Context Systematic reviews are critical to support future research, investigation, and development of adherence to the reporting guidelines and to identify the gaps but require intensive human synthesis.

Objective The aim is to evaluate the feasibility of an instructed large language model (LLM) to assist with human synthesis such as temporal topic search and screening by citation in systematic reviews for Brain-Heart-Interconnectome (BHI) to support reporting guidelines, such as CONSORT and SPIRIT.

Study Design and Analysis We used Lang-Chain framework to implement a Retrieval Augmented Generation (RAG) system including document loader, text-splitter, vectorizer (OpenAI Embedding to facilitate similarity), database and an instructed LLM (GPT3.5-Turbo Model) to respond to human questions automatically regarding systematic reviews given a set of pre-selected papers. We then compared the answers with those generated by a general purpose LLM.
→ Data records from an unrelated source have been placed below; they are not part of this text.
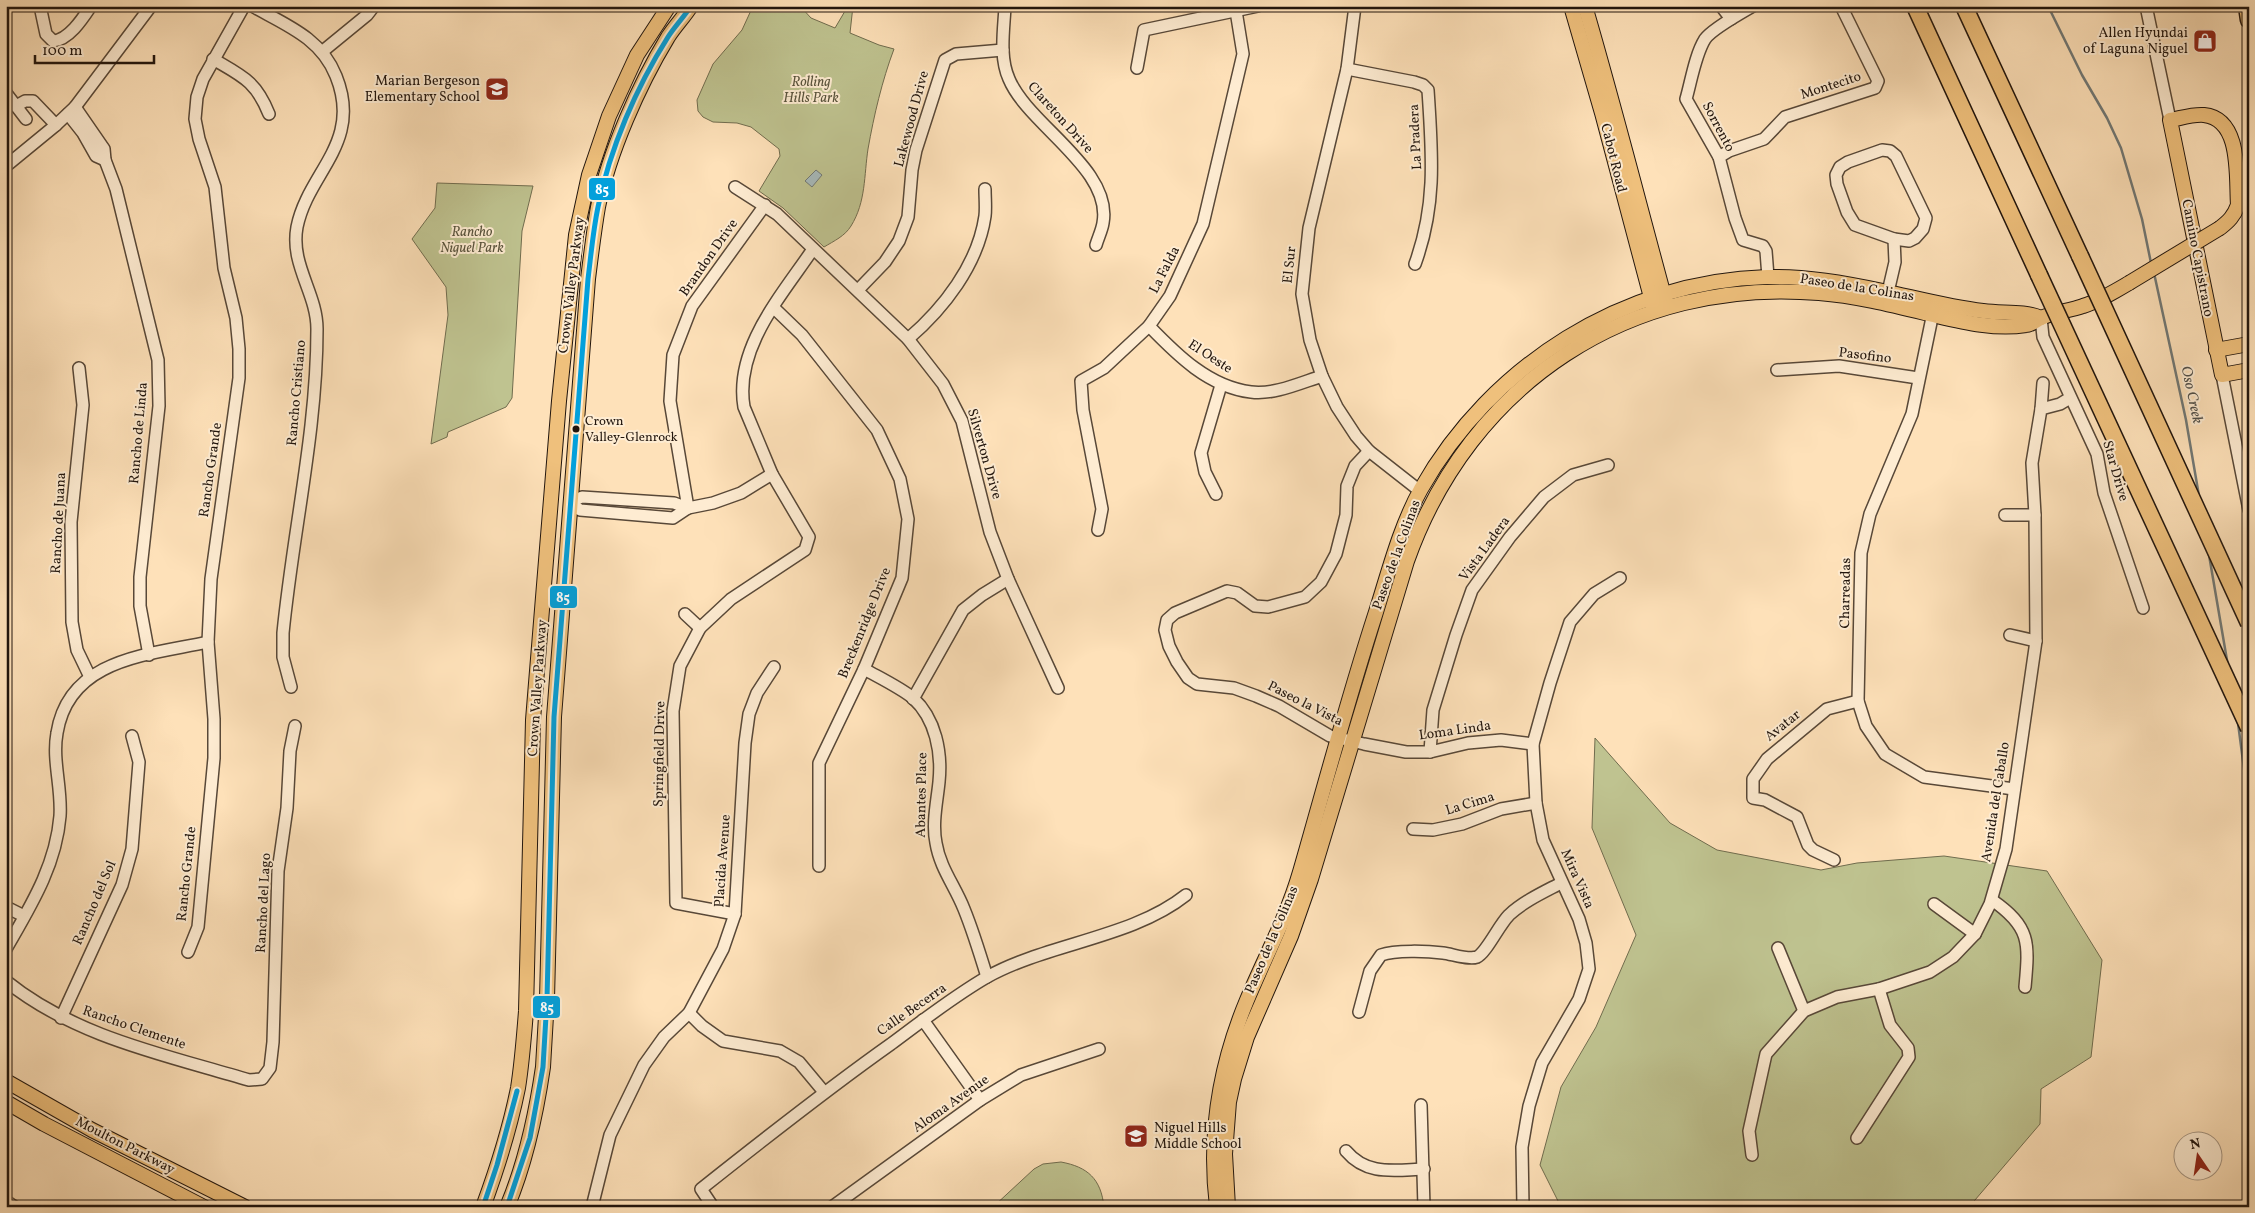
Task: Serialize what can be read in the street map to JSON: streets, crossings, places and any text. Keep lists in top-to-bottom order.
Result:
{
  "streets": {
    "main road": [
      "Cabot Road",
      "Camino Capistrano",
      "Crown Valley Parkway",
      "Paseo de la Colinas",
      "Moulton Parkway"
    ],
    "street": [
      "Montecito",
      "Clareton Drive",
      "Lakewood Drive",
      "Sorrento",
      "La Pradera",
      "Brandon Drive",
      "El Sur",
      "La Falda",
      "Pasofino",
      "El Oeste",
      "Rancho Cristiano",
      "Rancho de Linda",
      "Silverton Drive",
      "Rancho Grande",
      "Star Drive",
      "Rancho de Juana",
      "Vista Ladera",
      "Charreadas",
      "Breckenridge Drive",
      "Paseo la Vista",
      "Avatar",
      "Loma Linda",
      "Springfield Drive",
      "Abantes Place",
      "Avenida del Caballo",
      "La Cima",
      "Placida Avenue",
      "Mira Vista",
      "Rancho del Sol",
      "Rancho del Lago",
      "Calle Becerra",
      "Rancho Clemente",
      "Aloma Avenue"
    ]
  },
  "crossings": [
    ["Montecito", "Sorrento"],
    ["Clareton Drive", "Lakewood Drive"],
    ["Lakewood Drive", "Silverton Drive"],
    ["Sorrento", "Paseo de la Colinas"],
    ["La Pradera", "El Sur"],
    ["Cabot Road", "Paseo de la Colinas"],
    ["Brandon Drive", "Silverton Drive"],
    ["Camino Capistrano", "Paseo de la Colinas"],
    ["El Sur", "Paseo de la Colinas"],
    ["El Sur", "El Oeste"],
    ["El Sur", "Paseo la Vista"],
    ["La Falda", "El Oeste"],
    ["Paseo de la Colinas", "Star Drive"],
    ["Paseo de la Colinas", "Charreadas"],
    ["Paseo de la Colinas", "Paseo la Vista"],
    ["Paseo de la Colinas", "Loma Linda"],
    ["Pasofino", "Charreadas"],
    ["Silverton Drive", "Springfield Drive"],
    ["Vista Ladera", "Loma Linda"],
    ["Charreadas", "Avatar"],
    ["Charreadas", "Avenida del Caballo"],
    ["Breckenridge Drive", "Springfield Drive"],
    ["Breckenridge Drive", "Abantes Place"],
    ["Paseo la Vista", "Loma Linda"],
    ["Loma Linda", "Mira Vista"],
    ["Springfield Drive", "Placida Avenue"],
    ["Abantes Place", "Calle Becerra"],
    ["La Cima", "Mira Vista"],
    ["Rancho del Sol", "Rancho Clemente"],
    ["Rancho del Lago", "Rancho Clemente"]
  ],
  "water": ["Oso Creek"],
  "parks": ["Rolling Hills Park", "Rancho Niguel Park"],
  "places": {
    "shop": ["Allen Hyundai of Laguna Niguel"],
    "school or university": ["Marian Bergeson Elementary School", "Niguel Hills Middle School"],
    "other": ["Crown Valley-Glenrock"]
  },
  "lines": ["transit line 85"],
  "scale_bar": "100 m",
  "north": "top"
}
Setting or Dataset Dataset includes a set of 846 research papers in BHI that claimed to have followed relevant reporting guidelines. We compared the 2 answers to a set of 20 user questions.
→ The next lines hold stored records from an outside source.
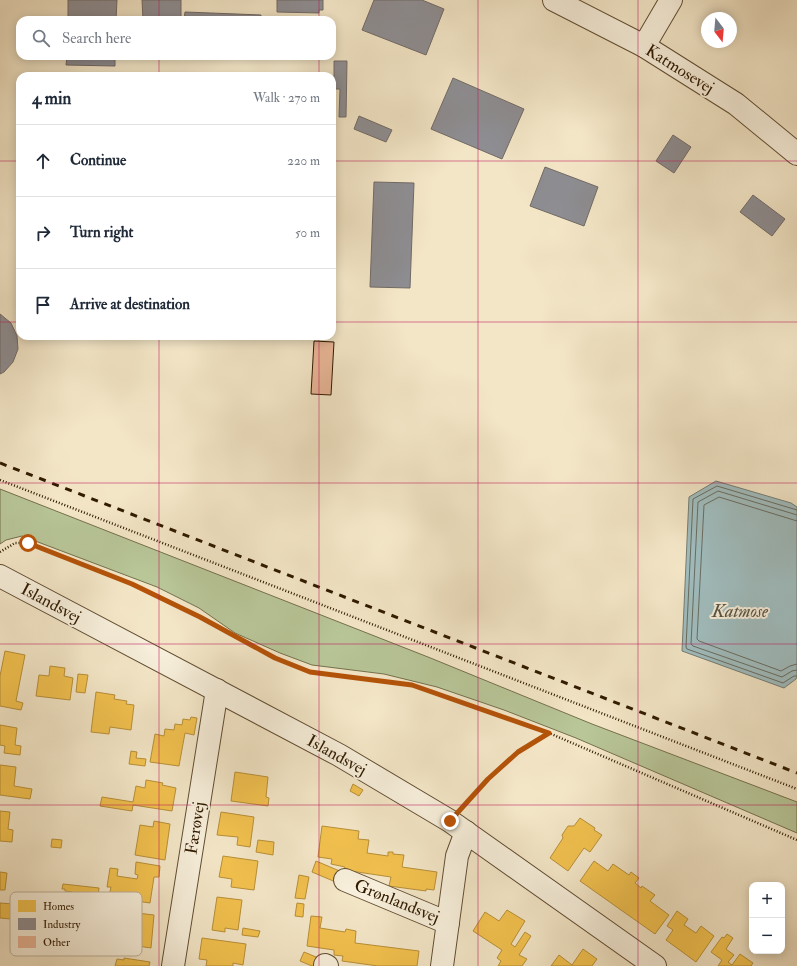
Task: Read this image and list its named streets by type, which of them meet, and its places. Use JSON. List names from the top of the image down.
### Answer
{
  "streets": {
    "street": [
      "Katmosevej",
      "Islandsvej",
      "Færøvej",
      "Grønlandsvej"
    ]
  },
  "crossings": [
    ["Islandsvej", "Færøvej"],
    ["Islandsvej", "Grønlandsvej"]
  ],
  "water": ["Katmose"],
  "legend": ["Homes", "Industry", "Other"],
  "north": "bottom",
  "page": {
    "search": "Search here",
    "heading": ["4 min", "Walk · 270 m"],
    "list": [
      ["Continue", "220 m"],
      ["Turn right", "50 m"],
      "Arrive at destination"
    ],
    "map_buttons": ["+", "−"]
  }
}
Population Studied Corpus includes a variety of categories in Randomized Clinical Trails (RCT), their assessments, quality, prevalence, outcomes, bias, methods, interventions, and adherence to CONSORT.

Intervention/Instrument The instrument is an especially trained conversational system that significantly expedites the BHI systematic review development against the reporting guidelines criteria.
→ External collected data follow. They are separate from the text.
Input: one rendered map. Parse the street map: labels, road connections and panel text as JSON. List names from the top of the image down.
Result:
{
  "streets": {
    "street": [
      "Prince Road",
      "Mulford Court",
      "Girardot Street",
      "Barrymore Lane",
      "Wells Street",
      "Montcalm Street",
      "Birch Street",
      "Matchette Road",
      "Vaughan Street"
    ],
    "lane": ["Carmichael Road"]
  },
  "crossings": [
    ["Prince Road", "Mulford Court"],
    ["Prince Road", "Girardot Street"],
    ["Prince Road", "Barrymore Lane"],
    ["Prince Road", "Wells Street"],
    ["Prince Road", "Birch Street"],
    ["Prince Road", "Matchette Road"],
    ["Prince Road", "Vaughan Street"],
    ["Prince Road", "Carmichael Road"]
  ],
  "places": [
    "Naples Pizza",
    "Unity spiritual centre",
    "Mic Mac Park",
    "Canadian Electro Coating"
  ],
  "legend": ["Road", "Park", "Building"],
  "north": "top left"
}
Outcome Measures We used a normalized combination of precision and recall (F1) index to compare and count the corresponding same terms between the two generated answers by the two LLMs.

Results We qualitatively assessed the two versions of the auto-generated answers to the systematic review questions. The retrained LLM that was instructed to use the selected papers generated more specific answers from the defined citations and known source of selected papers. The F1 index comparison between the two sets of 20 answers showed 30.7% concordance on average, which showed the effects of our controlled source and prompt-engineering.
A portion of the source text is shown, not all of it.